#### Data provided ####

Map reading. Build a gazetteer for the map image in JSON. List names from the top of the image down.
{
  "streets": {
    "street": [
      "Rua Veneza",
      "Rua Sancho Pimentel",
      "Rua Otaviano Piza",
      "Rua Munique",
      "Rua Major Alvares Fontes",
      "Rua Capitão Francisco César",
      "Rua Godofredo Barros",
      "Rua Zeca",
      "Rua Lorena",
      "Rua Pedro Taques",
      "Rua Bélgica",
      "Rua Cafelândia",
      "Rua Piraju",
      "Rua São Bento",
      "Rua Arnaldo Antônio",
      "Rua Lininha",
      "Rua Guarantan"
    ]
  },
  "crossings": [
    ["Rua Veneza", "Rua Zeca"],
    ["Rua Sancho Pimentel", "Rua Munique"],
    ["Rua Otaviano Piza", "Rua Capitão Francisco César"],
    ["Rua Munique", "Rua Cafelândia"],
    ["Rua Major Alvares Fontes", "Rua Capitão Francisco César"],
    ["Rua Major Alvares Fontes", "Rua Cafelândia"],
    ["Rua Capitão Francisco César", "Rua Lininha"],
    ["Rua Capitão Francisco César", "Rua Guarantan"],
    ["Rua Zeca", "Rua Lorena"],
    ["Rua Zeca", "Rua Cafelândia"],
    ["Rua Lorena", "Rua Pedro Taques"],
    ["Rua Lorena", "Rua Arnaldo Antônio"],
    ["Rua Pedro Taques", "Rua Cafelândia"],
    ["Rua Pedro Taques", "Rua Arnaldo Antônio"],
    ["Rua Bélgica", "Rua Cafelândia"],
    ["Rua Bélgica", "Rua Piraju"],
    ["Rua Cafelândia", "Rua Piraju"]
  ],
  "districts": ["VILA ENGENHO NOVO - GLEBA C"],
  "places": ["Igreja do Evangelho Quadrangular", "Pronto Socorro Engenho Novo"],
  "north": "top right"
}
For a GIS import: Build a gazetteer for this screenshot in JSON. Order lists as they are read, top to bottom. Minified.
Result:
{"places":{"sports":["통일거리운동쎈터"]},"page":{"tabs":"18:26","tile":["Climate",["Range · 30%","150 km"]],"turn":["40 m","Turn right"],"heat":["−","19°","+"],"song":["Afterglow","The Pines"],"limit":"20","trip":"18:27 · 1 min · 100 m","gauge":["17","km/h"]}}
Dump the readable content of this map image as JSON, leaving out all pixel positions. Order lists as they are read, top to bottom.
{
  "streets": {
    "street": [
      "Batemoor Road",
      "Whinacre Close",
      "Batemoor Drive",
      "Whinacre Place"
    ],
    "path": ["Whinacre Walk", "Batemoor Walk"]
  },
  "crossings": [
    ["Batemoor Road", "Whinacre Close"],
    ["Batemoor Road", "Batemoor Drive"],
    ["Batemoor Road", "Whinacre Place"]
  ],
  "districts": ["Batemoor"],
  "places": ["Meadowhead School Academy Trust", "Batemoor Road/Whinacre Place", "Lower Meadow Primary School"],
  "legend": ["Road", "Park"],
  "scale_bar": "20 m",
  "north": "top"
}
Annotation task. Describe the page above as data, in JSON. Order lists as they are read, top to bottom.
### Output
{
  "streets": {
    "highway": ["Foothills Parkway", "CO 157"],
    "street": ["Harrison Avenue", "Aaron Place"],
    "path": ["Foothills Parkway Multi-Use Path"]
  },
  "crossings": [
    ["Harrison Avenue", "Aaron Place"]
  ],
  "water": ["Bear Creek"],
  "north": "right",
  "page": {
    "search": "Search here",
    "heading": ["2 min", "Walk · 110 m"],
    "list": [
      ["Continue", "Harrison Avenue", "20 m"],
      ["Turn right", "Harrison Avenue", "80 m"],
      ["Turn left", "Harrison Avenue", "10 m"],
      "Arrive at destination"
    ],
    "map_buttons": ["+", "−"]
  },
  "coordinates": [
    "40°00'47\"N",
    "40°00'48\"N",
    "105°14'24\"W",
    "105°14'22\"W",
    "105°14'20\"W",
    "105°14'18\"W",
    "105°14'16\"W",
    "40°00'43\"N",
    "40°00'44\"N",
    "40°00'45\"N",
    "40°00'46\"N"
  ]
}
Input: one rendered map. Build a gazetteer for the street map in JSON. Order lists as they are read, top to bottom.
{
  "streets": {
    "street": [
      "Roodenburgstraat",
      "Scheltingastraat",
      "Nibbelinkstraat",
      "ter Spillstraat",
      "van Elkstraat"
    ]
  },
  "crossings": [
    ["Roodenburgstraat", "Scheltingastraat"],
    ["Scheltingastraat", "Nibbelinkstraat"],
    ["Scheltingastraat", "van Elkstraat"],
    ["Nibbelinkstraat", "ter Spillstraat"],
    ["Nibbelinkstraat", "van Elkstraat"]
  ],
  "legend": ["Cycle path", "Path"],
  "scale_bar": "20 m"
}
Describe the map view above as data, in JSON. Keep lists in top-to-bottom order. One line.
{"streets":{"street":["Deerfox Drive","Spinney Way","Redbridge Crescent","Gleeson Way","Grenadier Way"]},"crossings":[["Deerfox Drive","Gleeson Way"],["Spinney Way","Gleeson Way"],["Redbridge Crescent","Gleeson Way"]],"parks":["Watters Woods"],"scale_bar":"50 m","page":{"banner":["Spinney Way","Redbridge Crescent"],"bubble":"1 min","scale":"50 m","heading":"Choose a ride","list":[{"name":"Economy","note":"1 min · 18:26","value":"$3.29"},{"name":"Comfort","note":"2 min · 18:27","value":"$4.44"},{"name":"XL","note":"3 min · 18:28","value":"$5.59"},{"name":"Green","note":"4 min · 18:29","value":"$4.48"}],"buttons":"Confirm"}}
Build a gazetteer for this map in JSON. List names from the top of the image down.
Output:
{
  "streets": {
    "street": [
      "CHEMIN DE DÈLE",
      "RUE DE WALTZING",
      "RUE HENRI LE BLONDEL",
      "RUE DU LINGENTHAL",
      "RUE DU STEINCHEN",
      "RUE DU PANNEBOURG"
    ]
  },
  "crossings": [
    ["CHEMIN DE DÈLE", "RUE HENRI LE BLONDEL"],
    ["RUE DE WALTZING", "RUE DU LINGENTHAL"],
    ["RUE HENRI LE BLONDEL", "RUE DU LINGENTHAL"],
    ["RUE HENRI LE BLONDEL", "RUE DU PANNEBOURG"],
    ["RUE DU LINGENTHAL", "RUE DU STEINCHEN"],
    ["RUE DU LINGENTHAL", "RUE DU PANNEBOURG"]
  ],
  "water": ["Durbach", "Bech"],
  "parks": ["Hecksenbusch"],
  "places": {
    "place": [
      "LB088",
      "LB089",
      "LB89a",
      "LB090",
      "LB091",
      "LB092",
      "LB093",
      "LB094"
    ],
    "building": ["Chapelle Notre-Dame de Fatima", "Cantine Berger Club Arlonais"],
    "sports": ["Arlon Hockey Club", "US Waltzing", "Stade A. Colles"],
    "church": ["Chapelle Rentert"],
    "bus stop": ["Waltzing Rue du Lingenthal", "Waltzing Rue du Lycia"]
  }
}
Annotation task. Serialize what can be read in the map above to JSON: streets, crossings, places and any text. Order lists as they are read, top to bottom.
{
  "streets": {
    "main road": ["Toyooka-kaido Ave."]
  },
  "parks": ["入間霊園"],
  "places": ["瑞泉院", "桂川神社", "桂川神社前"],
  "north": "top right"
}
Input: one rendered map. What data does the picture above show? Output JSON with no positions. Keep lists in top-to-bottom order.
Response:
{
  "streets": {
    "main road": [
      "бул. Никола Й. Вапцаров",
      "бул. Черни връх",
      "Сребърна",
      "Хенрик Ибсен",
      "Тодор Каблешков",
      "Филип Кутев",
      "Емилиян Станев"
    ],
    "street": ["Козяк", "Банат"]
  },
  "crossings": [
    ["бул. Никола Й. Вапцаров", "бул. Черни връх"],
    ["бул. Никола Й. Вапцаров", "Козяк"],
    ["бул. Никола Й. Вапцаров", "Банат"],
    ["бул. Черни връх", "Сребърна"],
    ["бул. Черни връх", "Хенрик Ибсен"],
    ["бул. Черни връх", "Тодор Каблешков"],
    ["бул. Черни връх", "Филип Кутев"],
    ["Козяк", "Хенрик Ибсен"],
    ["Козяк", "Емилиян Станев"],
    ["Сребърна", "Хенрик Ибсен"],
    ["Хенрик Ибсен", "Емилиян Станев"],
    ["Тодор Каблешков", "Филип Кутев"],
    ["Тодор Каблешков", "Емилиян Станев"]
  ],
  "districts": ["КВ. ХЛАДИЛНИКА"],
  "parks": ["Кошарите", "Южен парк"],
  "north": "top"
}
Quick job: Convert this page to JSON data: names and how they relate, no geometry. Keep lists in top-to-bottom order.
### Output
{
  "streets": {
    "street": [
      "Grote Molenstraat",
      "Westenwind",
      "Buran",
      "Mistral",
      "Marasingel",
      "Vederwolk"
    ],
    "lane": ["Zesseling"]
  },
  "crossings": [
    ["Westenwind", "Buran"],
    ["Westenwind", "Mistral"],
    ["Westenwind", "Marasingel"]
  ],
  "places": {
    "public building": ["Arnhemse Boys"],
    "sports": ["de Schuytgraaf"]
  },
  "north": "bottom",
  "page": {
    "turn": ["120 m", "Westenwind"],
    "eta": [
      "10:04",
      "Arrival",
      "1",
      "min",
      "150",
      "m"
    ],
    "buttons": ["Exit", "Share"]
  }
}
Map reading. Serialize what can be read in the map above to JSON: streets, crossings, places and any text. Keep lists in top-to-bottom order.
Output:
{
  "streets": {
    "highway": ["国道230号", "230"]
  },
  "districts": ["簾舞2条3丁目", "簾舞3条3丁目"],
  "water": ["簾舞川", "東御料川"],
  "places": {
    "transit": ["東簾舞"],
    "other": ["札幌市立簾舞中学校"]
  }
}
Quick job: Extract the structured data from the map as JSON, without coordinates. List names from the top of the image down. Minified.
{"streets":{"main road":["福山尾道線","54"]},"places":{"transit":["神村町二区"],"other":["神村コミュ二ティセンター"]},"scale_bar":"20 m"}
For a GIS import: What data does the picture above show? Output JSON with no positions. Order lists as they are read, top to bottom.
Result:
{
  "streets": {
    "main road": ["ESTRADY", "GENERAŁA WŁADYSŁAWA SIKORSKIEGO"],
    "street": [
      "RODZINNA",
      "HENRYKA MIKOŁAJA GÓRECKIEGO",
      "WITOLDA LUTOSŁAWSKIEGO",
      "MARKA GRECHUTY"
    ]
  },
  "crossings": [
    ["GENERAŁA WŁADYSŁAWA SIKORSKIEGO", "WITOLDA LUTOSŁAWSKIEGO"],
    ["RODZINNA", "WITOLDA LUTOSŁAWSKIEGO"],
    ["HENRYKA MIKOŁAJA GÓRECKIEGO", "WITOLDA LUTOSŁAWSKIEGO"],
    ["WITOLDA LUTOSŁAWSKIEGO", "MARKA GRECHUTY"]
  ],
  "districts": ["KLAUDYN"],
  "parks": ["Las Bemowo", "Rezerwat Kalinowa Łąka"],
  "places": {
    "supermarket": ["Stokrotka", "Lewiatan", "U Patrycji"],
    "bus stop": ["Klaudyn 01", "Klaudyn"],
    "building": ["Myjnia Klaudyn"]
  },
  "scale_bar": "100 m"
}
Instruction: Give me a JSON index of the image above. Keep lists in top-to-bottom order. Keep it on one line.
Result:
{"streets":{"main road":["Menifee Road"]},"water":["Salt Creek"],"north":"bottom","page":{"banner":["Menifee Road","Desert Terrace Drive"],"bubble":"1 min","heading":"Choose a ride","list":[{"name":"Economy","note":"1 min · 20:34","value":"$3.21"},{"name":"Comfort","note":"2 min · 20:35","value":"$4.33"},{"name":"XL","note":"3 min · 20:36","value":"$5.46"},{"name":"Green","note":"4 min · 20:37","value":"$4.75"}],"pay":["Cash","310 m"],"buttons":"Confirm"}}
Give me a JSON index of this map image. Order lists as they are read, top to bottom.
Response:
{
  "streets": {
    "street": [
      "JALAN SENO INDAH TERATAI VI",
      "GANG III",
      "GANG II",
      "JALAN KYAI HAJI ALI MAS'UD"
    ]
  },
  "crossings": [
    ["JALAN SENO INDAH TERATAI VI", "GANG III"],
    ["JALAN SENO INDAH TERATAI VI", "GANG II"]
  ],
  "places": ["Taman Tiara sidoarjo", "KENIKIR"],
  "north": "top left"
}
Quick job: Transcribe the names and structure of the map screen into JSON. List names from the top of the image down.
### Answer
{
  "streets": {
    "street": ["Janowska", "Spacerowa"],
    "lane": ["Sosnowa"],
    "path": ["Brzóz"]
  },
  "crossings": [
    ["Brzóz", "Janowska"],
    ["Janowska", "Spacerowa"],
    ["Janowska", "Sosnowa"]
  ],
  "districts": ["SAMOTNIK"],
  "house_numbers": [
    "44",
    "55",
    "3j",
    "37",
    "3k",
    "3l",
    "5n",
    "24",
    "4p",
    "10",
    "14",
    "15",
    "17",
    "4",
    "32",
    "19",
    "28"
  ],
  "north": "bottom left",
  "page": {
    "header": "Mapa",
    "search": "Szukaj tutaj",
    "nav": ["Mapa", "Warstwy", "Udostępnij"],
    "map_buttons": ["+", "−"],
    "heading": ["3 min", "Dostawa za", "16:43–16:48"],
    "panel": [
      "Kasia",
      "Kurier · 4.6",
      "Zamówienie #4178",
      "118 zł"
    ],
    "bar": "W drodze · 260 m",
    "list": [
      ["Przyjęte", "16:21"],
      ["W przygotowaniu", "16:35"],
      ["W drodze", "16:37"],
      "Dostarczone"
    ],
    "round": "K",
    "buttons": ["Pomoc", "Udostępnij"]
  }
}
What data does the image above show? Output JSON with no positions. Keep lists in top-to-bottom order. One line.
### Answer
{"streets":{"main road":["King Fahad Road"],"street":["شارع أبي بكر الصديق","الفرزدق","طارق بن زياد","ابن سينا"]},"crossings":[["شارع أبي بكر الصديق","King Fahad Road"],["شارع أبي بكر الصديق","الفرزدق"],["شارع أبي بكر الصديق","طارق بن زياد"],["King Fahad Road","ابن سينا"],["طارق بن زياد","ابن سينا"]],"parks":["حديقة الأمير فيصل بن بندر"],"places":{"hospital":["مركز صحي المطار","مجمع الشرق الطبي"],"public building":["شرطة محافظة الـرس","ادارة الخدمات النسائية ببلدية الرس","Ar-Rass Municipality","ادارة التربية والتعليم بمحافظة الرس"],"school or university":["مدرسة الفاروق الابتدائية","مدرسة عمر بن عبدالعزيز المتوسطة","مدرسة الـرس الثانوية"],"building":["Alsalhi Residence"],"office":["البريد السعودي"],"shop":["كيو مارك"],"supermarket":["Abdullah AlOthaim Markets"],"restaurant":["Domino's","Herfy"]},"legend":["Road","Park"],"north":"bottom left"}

####

Instructions to follow: Copy only the lines in the listing that contain "import".

The completed task:
For a GIS import: Build a gazetteer for this screenshot in JSON. Order lists as they are read, top to bottom. Minified.
For a GIS import: What data does the picture above show? Output JSON with no positions. Order lists as they are read, top to bottom.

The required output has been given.